## Lognormal Distribution

The lognormal distribution is a continuous probability distribution of a random variable whose logarithm is normally distributed. If X is a random variable with a normal distribution, then Y = exp(X) has a lognormal distribution.

### Probability Density Function (PDF)

For a lognormal distribution with parameters μ and σ, the probability density function is given by:

$$f(x; μ, σ) = \frac{1}{x σ \sqrt{2π}} \exp\left(-\frac{(\ln x - μ)^2}{2σ^2}\right)$$

where:
- x > 0 is the random variable
- μ is the mean of the natural logarithm of the variable
- σ is the standard deviation of the natural logarithm of the variable

### Cumulative Distribution Function (CDF)
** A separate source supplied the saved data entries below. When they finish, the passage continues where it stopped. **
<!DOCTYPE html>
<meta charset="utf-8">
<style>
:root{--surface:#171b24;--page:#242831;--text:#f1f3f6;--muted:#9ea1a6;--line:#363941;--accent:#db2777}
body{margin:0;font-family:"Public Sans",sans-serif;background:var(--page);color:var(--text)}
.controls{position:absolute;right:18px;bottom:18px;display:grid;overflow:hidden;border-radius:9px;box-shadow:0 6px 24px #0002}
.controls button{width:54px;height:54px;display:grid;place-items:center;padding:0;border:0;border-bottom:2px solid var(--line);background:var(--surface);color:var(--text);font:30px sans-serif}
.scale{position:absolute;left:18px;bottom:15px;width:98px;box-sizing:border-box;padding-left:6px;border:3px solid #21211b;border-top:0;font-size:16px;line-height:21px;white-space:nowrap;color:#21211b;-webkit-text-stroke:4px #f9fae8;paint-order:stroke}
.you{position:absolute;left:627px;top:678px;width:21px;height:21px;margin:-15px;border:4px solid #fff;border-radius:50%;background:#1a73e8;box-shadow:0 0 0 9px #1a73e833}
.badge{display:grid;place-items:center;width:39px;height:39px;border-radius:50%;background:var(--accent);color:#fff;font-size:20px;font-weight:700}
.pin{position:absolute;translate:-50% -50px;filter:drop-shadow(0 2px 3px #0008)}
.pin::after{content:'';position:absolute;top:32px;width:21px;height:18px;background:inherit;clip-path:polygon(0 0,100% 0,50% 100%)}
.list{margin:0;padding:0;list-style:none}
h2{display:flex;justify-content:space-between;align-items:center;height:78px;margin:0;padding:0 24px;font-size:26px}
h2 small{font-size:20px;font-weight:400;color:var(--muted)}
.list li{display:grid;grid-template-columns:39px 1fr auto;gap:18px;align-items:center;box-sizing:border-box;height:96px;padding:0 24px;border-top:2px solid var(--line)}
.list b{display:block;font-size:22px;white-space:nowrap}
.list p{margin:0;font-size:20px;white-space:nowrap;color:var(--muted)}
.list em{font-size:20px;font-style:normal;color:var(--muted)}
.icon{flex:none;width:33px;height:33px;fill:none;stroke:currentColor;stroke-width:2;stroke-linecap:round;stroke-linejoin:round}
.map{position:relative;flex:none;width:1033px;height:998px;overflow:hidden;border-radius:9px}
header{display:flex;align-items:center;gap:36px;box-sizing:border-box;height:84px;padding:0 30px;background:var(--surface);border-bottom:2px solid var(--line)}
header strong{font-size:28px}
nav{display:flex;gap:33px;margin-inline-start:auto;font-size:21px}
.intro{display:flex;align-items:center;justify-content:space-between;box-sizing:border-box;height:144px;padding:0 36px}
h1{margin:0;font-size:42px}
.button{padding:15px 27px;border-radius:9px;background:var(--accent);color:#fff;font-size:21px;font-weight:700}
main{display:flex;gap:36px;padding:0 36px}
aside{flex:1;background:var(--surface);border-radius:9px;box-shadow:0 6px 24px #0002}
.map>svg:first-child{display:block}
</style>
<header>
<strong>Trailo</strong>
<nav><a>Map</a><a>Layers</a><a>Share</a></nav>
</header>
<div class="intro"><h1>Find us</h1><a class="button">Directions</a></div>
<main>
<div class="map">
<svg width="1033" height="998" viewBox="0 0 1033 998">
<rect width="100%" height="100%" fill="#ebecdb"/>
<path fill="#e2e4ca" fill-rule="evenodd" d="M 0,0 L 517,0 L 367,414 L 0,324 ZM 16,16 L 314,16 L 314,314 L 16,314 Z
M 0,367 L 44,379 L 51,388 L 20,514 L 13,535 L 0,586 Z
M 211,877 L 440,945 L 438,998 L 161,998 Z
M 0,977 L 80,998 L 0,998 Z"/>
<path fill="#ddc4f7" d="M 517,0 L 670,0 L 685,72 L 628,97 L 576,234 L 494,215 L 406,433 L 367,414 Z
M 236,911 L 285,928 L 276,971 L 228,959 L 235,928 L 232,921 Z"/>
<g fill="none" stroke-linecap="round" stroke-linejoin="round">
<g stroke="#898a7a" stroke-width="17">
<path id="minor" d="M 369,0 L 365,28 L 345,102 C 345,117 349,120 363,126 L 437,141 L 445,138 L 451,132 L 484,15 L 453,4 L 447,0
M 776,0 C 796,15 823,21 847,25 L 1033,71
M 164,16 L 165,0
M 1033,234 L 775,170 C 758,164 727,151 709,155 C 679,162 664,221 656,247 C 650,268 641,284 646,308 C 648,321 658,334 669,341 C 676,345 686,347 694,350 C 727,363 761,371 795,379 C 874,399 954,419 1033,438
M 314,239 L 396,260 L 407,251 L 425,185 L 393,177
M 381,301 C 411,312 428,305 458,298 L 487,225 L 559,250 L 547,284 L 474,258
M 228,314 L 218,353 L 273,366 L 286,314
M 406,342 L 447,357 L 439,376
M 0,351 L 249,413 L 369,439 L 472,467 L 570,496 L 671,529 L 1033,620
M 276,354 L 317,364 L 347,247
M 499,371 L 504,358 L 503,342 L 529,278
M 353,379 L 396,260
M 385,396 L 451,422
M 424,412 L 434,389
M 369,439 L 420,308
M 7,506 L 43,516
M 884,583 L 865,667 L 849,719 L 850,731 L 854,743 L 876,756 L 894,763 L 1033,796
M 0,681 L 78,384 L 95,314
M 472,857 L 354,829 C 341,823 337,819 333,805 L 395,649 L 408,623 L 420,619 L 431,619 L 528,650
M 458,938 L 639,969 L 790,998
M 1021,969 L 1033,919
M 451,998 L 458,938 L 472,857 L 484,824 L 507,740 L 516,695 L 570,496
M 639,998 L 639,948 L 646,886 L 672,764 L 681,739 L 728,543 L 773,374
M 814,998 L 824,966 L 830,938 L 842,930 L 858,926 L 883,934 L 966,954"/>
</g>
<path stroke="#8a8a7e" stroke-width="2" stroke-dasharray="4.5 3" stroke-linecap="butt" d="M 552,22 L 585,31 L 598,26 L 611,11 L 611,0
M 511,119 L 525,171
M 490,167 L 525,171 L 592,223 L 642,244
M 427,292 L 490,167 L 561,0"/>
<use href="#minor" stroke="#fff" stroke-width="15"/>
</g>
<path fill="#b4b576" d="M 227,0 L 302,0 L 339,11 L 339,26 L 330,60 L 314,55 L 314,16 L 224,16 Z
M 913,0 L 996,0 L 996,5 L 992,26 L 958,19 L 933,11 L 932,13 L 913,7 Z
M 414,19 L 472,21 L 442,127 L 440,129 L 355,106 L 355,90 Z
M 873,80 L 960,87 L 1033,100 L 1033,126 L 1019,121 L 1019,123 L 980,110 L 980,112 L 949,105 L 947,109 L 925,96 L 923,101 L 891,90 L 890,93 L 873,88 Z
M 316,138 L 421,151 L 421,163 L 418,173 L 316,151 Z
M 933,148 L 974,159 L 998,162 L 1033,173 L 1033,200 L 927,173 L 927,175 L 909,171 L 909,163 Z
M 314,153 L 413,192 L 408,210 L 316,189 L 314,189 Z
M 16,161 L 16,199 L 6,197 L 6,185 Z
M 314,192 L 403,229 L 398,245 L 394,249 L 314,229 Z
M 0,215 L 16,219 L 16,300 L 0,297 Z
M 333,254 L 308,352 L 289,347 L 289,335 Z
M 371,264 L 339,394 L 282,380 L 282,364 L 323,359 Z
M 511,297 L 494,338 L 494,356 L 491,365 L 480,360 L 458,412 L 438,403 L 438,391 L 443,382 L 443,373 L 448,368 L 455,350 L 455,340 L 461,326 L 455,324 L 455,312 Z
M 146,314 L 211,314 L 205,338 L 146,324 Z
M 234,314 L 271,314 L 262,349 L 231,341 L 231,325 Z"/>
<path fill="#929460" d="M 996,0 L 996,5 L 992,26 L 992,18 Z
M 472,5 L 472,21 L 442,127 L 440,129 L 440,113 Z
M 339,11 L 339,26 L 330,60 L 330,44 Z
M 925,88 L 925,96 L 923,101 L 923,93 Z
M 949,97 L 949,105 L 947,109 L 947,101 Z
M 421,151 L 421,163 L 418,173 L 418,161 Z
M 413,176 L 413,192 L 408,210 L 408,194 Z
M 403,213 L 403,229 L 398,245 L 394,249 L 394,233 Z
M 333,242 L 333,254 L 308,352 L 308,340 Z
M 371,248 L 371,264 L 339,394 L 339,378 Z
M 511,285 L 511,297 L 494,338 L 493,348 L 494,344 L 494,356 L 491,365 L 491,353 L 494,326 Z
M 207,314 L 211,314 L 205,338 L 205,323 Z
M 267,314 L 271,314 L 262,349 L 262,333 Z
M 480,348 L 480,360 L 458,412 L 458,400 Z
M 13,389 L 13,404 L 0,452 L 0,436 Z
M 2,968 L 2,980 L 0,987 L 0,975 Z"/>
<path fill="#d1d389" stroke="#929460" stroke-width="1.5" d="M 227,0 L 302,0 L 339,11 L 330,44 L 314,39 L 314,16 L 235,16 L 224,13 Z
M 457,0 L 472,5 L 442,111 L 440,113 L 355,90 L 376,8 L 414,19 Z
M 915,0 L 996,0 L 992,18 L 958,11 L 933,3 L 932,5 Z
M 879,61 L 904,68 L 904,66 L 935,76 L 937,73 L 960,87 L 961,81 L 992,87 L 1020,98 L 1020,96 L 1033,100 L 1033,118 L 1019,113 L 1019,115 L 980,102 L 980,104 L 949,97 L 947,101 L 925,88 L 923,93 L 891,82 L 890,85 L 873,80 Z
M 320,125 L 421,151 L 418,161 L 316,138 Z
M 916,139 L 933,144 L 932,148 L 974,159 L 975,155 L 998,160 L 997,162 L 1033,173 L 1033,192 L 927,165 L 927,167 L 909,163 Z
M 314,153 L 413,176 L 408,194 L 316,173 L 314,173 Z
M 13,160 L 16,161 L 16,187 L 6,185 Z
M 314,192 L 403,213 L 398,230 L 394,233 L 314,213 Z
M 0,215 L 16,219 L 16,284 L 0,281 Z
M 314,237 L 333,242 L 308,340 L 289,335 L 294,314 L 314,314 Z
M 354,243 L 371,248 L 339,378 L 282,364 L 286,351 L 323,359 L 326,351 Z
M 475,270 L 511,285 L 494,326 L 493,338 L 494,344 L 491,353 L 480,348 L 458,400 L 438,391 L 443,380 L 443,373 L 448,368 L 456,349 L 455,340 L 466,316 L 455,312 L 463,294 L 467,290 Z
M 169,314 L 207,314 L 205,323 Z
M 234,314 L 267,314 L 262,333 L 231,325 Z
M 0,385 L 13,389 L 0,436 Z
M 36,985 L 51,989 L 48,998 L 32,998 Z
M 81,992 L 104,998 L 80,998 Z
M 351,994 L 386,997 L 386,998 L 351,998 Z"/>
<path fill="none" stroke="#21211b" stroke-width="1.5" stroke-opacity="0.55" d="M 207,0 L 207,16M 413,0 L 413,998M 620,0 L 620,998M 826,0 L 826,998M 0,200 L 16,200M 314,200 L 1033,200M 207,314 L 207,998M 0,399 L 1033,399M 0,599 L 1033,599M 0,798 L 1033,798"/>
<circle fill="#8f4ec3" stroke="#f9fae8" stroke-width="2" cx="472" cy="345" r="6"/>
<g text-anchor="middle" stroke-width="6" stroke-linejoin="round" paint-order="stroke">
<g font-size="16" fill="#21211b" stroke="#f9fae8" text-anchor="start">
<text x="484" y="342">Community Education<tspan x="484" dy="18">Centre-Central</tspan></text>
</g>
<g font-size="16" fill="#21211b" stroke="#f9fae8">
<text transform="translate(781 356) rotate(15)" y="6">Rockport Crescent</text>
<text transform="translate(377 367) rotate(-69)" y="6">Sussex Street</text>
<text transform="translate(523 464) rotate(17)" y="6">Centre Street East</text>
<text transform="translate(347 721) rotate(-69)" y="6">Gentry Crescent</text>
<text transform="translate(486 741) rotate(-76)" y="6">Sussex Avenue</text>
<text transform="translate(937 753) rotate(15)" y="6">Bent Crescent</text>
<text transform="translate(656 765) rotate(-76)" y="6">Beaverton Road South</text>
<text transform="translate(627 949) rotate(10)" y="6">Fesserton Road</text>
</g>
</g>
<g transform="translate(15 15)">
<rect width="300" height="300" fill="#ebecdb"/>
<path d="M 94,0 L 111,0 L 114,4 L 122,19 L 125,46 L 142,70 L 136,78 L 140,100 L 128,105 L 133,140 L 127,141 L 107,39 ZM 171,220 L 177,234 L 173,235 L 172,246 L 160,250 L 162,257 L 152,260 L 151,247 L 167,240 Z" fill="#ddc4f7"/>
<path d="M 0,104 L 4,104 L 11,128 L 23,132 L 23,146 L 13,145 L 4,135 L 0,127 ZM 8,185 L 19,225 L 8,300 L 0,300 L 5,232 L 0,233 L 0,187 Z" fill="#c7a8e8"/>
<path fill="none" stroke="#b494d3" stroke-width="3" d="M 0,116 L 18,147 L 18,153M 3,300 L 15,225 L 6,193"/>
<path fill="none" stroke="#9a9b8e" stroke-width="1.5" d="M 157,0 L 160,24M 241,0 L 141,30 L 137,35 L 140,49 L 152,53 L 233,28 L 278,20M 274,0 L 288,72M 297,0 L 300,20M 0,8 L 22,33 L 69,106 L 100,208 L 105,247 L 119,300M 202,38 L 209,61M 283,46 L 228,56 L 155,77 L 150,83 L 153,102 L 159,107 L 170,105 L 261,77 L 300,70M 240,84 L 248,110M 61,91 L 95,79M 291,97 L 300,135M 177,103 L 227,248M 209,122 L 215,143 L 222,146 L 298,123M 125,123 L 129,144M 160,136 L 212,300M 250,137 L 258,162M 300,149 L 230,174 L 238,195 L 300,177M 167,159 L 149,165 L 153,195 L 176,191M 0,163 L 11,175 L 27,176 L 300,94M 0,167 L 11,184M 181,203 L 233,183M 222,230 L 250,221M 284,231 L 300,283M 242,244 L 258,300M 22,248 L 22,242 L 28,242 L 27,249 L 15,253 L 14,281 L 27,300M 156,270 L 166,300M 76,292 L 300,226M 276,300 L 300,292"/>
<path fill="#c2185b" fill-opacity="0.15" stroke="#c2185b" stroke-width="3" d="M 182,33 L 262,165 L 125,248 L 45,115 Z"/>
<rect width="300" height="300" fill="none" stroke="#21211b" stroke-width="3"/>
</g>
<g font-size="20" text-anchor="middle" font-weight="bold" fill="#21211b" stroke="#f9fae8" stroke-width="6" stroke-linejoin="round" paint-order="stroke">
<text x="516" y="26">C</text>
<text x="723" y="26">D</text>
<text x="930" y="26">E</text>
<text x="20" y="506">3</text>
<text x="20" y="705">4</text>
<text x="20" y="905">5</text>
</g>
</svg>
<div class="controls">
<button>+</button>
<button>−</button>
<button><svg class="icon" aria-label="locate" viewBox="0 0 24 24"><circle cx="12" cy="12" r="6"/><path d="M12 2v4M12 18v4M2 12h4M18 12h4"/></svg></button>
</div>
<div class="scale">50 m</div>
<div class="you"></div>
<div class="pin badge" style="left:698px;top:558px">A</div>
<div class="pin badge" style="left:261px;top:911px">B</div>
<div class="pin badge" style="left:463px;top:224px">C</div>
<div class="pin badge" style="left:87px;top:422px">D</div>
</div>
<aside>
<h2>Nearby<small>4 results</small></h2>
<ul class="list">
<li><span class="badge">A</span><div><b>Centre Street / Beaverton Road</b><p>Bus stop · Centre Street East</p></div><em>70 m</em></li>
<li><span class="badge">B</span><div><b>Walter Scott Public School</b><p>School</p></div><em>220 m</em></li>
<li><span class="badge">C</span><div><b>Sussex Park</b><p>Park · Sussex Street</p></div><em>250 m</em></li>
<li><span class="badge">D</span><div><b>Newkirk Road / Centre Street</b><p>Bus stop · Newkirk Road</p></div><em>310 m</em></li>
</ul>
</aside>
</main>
The cumulative distribution function is:

$$F(x; μ, σ) = \frac{1}{2} + \frac{1}{2}\text{erf}\left(\frac{\ln x - μ}{σ\sqrt{2}}\right)$$

where erf is the error function.

### Properties

1. Mean: $E[X] = \exp(μ + \frac{σ^2}{2})$
2. Median: $\text{Median}[X] = \exp(μ)$
3. Variance: $\text{Var}[X] = [\exp(σ^2) - 1]\exp(2μ + σ^2)$

The lognormal distribution is often used to model variables that are the product of many independent, identically-distributed variables, due to the central limit theorem.

### Partial Expectation of Lognormal Distribution

For a lognormal distribution, the partial expectation E[X|X<x] represents the expected value of X given that X is less than some value x. This can be calculated using the following formula:

$$E[X|X<x] = \int_0^x t \cdot f(t) dt$$

where f(t) is the probability density function (PDF) of the lognormal distribution.

For a lognormal distribution with parameters μ and σ, this integral can be expressed in terms of the cumulative distribution function of the standard normal distribution, Φ:

$$E[X|X<x] = e^{μ + \frac{σ^2}{2}} \cdot Φ\left(\frac{\ln x - μ - σ^2}{σ}\right)$$

where:
- x is the upper bound of integration
- μ is the mean of the natural logarithm of the variable
- σ is the standard deviation of the natural logarithm of the variable
- Φ is the cumulative distribution function of the standard normal distribution

The function E[X|X<x] starts at 0 when x = 0 and approaches the mean of the lognormal distribution, $e^{μ + \frac{σ^2}{2}}$, as x approaches infinity.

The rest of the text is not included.